---------- RECORDS FOR THIS EXERCISE ----------
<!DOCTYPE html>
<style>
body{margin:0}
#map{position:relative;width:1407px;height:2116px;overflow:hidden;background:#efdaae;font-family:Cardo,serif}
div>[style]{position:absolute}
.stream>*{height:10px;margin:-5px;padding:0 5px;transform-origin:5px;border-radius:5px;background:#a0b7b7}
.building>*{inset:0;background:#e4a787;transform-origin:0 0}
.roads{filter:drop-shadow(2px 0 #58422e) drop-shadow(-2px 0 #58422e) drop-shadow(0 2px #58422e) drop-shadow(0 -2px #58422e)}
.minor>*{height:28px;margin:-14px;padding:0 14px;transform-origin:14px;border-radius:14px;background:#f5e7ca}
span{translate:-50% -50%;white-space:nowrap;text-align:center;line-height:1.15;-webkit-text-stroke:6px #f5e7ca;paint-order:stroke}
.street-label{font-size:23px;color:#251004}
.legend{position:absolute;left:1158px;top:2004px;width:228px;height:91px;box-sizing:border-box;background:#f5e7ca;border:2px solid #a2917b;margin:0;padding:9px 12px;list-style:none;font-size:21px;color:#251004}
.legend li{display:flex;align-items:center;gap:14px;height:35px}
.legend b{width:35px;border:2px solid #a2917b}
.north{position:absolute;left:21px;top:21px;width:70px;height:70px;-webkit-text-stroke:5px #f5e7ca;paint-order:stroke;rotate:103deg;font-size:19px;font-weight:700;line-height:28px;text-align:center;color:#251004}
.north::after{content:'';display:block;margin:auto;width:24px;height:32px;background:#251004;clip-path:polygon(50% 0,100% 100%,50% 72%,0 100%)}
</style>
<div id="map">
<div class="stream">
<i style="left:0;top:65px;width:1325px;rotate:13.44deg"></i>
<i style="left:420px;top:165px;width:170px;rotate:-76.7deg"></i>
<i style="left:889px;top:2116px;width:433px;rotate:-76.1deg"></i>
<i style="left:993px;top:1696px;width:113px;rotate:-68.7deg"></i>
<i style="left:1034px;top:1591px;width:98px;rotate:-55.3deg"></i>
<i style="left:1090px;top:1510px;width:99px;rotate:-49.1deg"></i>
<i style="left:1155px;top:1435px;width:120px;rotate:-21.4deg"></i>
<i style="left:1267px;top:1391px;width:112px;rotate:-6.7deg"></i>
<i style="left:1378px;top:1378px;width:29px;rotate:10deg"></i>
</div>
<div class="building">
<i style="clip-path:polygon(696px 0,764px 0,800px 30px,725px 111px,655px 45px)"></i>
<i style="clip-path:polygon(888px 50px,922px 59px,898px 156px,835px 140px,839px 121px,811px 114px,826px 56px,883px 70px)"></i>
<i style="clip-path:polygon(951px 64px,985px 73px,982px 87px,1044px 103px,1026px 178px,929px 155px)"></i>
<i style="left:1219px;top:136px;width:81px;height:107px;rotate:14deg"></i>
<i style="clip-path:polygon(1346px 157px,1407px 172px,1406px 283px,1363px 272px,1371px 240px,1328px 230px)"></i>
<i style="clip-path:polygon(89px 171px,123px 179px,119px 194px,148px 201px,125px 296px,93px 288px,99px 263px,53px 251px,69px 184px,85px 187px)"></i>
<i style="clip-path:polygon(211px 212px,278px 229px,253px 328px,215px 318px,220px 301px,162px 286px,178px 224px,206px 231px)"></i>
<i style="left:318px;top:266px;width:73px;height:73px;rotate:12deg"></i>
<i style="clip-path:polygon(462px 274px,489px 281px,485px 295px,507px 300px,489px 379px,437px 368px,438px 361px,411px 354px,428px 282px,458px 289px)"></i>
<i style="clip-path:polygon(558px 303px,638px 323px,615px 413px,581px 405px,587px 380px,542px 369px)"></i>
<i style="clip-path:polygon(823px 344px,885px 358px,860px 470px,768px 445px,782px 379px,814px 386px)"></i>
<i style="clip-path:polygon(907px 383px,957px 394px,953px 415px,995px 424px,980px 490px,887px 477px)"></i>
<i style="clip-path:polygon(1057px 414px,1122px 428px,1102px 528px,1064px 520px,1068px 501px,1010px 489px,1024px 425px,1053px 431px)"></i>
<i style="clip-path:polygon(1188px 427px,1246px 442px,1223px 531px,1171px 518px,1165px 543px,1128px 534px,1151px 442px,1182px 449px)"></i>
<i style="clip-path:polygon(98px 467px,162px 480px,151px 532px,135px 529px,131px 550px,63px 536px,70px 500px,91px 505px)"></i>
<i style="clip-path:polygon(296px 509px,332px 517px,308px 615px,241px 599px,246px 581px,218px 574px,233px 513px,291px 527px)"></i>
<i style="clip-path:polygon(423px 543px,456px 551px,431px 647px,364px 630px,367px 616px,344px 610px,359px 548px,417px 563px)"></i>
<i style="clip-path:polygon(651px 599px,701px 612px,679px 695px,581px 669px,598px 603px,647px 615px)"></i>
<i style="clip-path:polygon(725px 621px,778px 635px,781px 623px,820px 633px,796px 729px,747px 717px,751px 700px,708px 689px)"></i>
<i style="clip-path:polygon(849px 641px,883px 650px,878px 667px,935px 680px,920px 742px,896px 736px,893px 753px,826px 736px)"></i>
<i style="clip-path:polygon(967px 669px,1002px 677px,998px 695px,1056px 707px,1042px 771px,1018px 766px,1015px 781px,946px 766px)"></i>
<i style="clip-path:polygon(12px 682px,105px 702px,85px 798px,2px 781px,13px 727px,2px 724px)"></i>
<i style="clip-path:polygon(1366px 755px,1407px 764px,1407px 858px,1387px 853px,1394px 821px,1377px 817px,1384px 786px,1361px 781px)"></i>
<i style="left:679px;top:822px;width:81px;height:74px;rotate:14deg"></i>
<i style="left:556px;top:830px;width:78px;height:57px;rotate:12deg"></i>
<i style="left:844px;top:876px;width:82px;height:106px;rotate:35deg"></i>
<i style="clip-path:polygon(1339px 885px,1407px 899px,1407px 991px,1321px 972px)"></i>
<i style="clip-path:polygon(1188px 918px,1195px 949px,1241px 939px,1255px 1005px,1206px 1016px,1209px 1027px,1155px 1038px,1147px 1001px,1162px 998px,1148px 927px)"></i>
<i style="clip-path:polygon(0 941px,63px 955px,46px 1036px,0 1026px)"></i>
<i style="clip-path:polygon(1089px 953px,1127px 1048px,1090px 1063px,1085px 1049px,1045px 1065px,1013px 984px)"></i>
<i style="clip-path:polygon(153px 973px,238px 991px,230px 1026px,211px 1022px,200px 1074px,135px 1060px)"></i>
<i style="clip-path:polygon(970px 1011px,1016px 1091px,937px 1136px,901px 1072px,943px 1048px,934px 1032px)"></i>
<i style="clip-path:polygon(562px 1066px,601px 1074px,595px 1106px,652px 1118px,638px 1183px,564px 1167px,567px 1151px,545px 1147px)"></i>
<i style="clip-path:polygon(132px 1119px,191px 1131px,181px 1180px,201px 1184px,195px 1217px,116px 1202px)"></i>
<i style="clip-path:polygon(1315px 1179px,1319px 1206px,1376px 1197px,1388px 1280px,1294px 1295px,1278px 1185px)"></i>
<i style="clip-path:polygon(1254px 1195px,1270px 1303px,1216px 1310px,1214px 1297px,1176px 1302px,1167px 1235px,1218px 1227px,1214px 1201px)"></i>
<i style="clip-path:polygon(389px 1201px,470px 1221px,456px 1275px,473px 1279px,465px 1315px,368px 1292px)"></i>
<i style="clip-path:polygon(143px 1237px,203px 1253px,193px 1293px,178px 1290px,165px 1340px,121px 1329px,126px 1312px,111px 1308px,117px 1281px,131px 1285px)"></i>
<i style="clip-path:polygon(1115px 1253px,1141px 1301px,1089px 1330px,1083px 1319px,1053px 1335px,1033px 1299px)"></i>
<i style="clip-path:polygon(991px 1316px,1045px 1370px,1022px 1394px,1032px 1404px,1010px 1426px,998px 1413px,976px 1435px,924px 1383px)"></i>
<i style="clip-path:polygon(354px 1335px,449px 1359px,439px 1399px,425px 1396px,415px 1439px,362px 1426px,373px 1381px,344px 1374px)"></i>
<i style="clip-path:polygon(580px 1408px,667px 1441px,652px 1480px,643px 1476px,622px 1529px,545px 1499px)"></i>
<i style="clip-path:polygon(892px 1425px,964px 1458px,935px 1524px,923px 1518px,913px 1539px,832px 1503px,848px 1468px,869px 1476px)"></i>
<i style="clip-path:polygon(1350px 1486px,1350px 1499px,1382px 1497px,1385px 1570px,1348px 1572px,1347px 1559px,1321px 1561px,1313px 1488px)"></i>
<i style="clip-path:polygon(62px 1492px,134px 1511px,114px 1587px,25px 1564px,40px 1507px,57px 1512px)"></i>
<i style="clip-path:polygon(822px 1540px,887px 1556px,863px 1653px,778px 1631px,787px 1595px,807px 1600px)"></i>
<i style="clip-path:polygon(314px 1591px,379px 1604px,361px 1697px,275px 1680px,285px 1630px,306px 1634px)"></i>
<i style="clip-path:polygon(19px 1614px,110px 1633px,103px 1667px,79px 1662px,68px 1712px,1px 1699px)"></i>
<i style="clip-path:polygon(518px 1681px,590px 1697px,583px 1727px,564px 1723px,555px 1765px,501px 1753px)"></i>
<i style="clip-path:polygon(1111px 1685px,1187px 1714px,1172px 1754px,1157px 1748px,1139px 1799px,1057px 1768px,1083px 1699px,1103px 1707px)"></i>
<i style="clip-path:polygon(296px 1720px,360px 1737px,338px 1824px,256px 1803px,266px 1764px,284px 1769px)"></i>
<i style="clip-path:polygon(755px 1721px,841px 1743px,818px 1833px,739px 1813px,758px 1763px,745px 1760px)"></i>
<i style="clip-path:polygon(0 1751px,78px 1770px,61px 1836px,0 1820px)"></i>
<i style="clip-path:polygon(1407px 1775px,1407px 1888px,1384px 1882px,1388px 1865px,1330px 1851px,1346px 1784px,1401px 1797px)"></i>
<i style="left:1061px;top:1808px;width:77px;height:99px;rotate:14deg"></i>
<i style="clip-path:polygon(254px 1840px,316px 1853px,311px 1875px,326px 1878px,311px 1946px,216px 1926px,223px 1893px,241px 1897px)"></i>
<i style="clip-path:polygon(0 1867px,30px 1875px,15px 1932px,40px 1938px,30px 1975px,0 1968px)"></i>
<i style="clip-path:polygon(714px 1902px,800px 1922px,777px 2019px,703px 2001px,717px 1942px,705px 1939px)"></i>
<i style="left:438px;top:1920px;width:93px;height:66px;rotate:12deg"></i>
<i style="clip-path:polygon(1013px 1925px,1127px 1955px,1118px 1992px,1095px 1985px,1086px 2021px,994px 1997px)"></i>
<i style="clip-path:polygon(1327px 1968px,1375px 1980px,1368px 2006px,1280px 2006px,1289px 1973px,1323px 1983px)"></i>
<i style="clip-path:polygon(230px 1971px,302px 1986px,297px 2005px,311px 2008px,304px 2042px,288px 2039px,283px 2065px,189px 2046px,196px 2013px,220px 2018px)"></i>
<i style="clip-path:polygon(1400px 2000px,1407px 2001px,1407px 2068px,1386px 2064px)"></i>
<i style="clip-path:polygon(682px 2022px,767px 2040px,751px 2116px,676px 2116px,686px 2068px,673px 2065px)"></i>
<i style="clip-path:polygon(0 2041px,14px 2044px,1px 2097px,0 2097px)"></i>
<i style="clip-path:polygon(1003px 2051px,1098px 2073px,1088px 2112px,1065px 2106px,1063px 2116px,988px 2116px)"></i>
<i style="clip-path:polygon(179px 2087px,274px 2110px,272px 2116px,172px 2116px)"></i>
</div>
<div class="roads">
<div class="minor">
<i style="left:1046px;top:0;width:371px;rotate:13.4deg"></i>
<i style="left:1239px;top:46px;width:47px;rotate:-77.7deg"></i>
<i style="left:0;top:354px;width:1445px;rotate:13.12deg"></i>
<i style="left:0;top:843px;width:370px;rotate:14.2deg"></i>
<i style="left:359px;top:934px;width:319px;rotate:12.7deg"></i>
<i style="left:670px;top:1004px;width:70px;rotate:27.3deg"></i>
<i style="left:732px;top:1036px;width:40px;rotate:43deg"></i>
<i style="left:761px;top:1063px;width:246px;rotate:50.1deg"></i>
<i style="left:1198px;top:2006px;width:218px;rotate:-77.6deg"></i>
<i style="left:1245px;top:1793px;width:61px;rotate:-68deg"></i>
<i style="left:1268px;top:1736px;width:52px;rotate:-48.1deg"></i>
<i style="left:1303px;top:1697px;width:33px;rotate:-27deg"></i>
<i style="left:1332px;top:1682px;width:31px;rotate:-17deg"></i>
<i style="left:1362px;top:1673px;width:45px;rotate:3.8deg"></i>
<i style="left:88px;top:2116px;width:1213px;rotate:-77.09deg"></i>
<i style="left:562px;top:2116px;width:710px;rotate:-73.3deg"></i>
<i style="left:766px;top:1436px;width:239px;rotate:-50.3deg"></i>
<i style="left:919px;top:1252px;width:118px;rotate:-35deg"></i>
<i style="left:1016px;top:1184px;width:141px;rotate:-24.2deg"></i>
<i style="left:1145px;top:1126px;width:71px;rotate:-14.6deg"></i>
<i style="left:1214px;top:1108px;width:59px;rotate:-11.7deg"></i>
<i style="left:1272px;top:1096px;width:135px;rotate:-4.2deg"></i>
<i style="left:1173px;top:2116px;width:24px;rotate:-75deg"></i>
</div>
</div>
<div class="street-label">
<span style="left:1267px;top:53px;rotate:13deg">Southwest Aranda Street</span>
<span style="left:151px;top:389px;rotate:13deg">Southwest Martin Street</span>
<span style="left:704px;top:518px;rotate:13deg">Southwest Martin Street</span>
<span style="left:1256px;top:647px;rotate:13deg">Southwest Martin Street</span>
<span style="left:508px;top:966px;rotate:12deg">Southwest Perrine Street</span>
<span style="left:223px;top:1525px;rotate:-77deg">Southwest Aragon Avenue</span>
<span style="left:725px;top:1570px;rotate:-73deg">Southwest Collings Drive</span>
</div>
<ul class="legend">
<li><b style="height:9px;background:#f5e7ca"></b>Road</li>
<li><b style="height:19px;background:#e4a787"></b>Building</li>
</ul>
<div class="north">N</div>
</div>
----------
- _WHAT YOU ARE ASKED TO DO_
What you give back should be exactly the lines of the data above from the line with "1614px,110px 1633px,103px 1667px,79px" through the line with "1681px,590px 1697px,583px 1727px,564px", both of those included, and nothing more.

- _SOLUTION_
<i style="clip-path:polygon(19px 1614px,110px 1633px,103px 1667px,79px 1662px,68px 1712px,1px 1699px)"></i>
<i style="clip-path:polygon(518px 1681px,590px 1697px,583px 1727px,564px 1723px,555px 1765px,501px 1753px)"></i>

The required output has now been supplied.